By Stephen Wilson

It’s a common sight on a campus: a mentor with a whiteboard marker jotting down discussion ideas as students sit around a table with laptops open.

But this mentor and these students are … wait for it … entrepreneurial.

It’s a word that makes them flinch.

Not because they aren’t interested in entrepreneurial ideas and innovation. Hardly. These students are the first cohort of fellows at the IDEAL Center for Entrepreneurship and Innovation.

They flinch because of the stigma that word carries.

“We have to market the center to students while educating them about what it really does,” says one.

To them the word “entrepreneur” implies that students have to have a product or service already developed to be at IDEAL. Or, worse, that only certain majors can be drawn in, like engineering or economics.

“We are working toward transformation, not incremental changes,” says Yusuf Dahl, director of the IDEAL Center.

Dahl and the fellows are making a mind map of the various stakeholders’ needs, challenges to engage those stakeholders, and what is needed to make the program best in class. Over the last few months since he joined the College, Dahl has worked with the campus community to invigorate the program with a renewed direction.

“IDEAL is the place where students should want to roll up their sleeves, feel passionate about ideas or causes, collaborate with other innovative thinkers, and always ask, ‘Why not?’” says Dahl.

He has casual expertise the students relate to that is pragmatic, inspiring, and honest. Dahl honed these skills on the streets and in the classroom. He founded an affordable housing development and management company in Milwaukee that grew from a single two-family property in one of the city’s poorest ZIP codes to more than 200 residential and commercial units.
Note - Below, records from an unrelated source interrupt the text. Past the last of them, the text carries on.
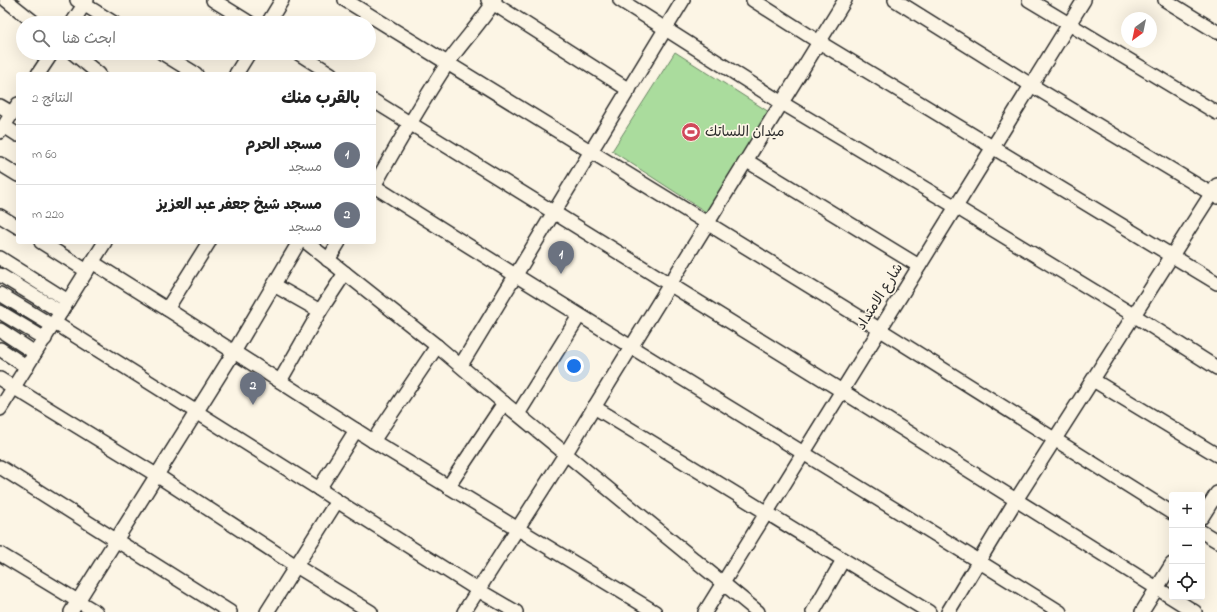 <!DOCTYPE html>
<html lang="ar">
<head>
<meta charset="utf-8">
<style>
	:root { --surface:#fff; --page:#f2f2f2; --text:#222; --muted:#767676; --line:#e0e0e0; --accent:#1a73e8 }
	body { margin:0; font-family:"Indie Flower","Playpen Sans Arabic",sans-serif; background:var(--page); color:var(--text); direction:rtl }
	.controls { position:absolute; right:12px; bottom:12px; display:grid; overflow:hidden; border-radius:4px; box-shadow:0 4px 16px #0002 }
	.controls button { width:36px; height:36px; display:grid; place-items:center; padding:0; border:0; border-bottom:1px solid var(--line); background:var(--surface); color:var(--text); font:20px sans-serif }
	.compass { position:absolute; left:1121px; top:12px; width:36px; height:36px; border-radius:50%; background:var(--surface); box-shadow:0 4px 16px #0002; rotate:213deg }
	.you { position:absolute; left:574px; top:366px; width:14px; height:14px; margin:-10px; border:3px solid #fff; border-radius:50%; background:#1a73e8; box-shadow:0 0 0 6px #1a73e833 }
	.badge { display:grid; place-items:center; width:26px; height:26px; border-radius:50%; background:var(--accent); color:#fff; font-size:13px; font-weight:700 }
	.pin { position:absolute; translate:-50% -33px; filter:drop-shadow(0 1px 2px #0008) }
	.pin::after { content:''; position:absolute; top:21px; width:14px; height:12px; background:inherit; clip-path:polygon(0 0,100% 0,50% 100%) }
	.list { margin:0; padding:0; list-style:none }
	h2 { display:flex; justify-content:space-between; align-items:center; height:52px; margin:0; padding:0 16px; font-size:17px }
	h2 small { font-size:13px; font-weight:400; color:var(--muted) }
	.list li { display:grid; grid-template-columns:26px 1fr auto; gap:12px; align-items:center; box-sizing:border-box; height:60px; padding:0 16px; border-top:1px solid var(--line) }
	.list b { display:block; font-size:15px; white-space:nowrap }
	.list p { margin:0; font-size:13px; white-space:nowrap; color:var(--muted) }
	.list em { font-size:13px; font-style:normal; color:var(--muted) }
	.icon { flex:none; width:22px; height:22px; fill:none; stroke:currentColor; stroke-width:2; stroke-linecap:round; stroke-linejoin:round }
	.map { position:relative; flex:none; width:1217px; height:612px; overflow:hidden; direction:ltr }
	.search { position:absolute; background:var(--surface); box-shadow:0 4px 16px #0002; left:16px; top:16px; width:360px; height:44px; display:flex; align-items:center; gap:10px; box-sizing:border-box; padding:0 14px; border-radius:22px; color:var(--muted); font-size:15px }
	.panel { position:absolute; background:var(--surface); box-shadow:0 4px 16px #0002; left:16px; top:72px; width:360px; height:172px; border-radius:4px; direction:rtl }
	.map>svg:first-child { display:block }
</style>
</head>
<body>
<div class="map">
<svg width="1217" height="612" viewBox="0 0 1217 612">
	<rect width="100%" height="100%" fill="#fcf5e5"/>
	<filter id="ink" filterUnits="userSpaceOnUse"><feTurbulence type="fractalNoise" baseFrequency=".025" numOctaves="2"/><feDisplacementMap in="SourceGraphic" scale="8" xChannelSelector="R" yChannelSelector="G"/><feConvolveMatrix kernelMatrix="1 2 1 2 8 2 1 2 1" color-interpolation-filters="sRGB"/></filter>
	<g filter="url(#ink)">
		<path fill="#aadc9d" stroke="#6a8464" d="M 675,52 L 769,112 L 706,212 L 612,151 Z"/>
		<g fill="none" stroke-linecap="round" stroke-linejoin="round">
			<g stroke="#2b2b2b" stroke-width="16">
				<g id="minor">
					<path d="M 6,0 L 35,23"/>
					<path d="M 77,0 L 114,23"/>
					<path d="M 213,0 L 250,23"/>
					<path d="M 345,0 L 879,329 L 1172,513"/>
					<path d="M 488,0 L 629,90"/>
					<path d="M 620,0 L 782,103 L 956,207 L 1135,316 L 1217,368"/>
					<path d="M 753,0 L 819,42 L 1217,283"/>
					<path d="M 895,0 L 1031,85 L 1217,197"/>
					<path d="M 1029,0 L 1217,113"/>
					<path d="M 1165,0 L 1217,32"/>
					<path d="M 72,23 L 87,0"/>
					<path d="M 268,23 L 282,0"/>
					<path d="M 73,53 L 99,74"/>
					<path d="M 162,53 L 196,74"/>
					<path d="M 298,53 L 331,74"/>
					<path d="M 38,74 L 52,53"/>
					<path d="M 236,74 L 249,53"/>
					<path d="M 374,101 L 842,391 L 1195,612"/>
					<path d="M 0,106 L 12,113"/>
					<path d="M 4,126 L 18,135"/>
					<path d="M 0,132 L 18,104"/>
					<path d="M 747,161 L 919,266"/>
					<path d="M 0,164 L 18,175"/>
					<path d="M 374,186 C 601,331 832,469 1060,612"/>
					<path d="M 374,186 C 397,145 421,104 447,64 C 462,42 481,23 495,0"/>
					<path d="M 0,216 L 18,227"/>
					<path d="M 41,242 L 87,271"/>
					<path d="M 306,242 L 437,346 L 504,403 L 758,612"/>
					<path d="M 0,258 L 68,301"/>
					<path d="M 328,260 L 339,242"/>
					<path d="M 92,262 L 167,309 L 373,441 L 655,612"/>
					<path d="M 0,275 L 61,312"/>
					<path d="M 274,285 L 320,311 L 280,381"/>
					<path d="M 0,294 L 53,326"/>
					<path d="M 167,309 L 209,242"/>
					<path d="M 320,311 L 345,273"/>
					<path d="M 0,312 L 45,339"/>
					<path d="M 55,323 L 319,489"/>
					<path d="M 0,330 L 35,353"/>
					<path d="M 0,349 L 27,367"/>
					<path d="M 461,365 L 683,0"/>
					<path d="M 0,379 L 158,476 L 296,566 L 371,612"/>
					<path d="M 1093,380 L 1217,455"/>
					<path d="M 594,407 L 929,612"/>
					<path d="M 0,409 L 105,242"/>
					<path d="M 518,414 L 579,316"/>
					<path d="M 373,441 L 437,346"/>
					<path d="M 0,467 L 230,612"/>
					<path d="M 448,487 L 504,403"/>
					<path d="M 337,501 L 478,590 L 516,612"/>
					<path d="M 1202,517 L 1217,493"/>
					<path d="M 1202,532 L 1217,541"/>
					<path d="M 0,554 L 96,612"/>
					<path d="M 71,612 L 234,352 L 299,242"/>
					<path d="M 267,612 L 337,501 L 319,489 L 356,430"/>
					<path d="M 464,612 L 566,453 L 845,0"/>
					<path d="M 705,612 L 1084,0"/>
					<path d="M 813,612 L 843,560"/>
					<path d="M 948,612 L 1016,500 L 1217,185"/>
					<path d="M 1142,612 L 1172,564"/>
				</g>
			</g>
			<use href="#minor" stroke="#fcf5e5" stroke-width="13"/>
		</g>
	</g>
	<defs>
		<g id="stadium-disc" transform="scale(1)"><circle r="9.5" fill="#d1495b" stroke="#fcf5e5"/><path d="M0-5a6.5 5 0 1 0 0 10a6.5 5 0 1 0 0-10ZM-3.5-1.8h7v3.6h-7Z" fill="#fff"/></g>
	</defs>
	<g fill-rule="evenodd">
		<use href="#stadium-disc" x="691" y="132"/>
	</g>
	<g text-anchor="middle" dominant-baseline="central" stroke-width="3.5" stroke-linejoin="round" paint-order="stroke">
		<g font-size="14" fill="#2b2b2b" stroke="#fcf5e5" text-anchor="start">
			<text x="705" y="132">ميدان اللساتك</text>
		</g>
		<g font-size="14" fill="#2b2b2b" stroke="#fcf5e5">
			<text transform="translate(880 297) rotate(-58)">شارع الامتداد</text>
		</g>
	</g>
</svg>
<div class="controls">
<button>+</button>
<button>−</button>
<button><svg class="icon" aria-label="locate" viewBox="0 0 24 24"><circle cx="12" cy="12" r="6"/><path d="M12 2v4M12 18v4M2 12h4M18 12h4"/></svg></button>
</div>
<svg class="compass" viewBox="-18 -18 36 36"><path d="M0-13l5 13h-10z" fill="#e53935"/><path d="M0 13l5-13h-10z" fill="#767676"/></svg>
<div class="you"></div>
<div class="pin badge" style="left:561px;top:274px;background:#6b7280">1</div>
<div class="pin badge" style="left:253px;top:405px;background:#6b7280">2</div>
<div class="search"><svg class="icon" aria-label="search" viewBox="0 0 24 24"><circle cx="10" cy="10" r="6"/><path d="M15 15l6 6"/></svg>ابحث هنا</div>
<section class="panel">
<h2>بالقرب منك<small>النتائج: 2</small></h2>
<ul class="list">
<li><span class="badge" style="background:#6b7280">1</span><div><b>مسجد الحرم</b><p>مسجد</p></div><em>60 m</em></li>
<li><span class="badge" style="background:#6b7280">2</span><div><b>مسجد شيخ جعفر عبد العزيز</b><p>مسجد</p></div><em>220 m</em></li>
</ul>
</section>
</div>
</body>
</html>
He was a graduate fellow at Center for Information and Technology Policy at Princeton University, where he earned a Master of Public Administration degree.

The student fellows are engaged and ready to build a platform so all students at the College can connect with the programs, processes, and inspiration that will fill the center.

And dispel thoughts that can make some folks squirm when they hear the word
“entrepreneur.”

The new fellows include several amazing students:

  • Zechariah Nelson ’19, engineering studies and international affairs double major, who has participated in an immersion program in Bangladesh with a Noble Prize winner, interned in Nepal, and founded a manufacturing business that sells college-themed wooden bowties;
  • Alesander Homsi ’19, mechanical engineering major, who placed first in dragster design, serves as a resident adviser and co-founder and vice president of the Arab League at the College, and helped build a school in Jamaica during a global service immersion trip;
  • Chirag Nijjer ’20, engineering studies and economics double major, who is a Posse Foundation Scholar, worked as part of the management team at a Manhattan developer, and was co-founder of his high school robotics team;
  • Rabia Demirelli ’21, who created content and then helped lead design-thinking training as an intern in Istanbul, led community involvement projects in the arts for school students, and attended the Caretakers of Environment conference in Denmark;
  • Talia Baddour ’20, mechanical engineering major and psychology minor, who created social media vaccination campaign clinics in California, participated in an Alternative School Break trip to the Pine Ridge reservation in South Dakota, and makes a tasty liquid nitrogen ice cream;
  • Charles Evans ’19, government & law and Africana studies double major, who earned the Aaron O. Hoff Rising Star Award at Lafayette, co-founded Concerned Student Coalition, and plays a mean piano as well as popular music on student radio station WJRH.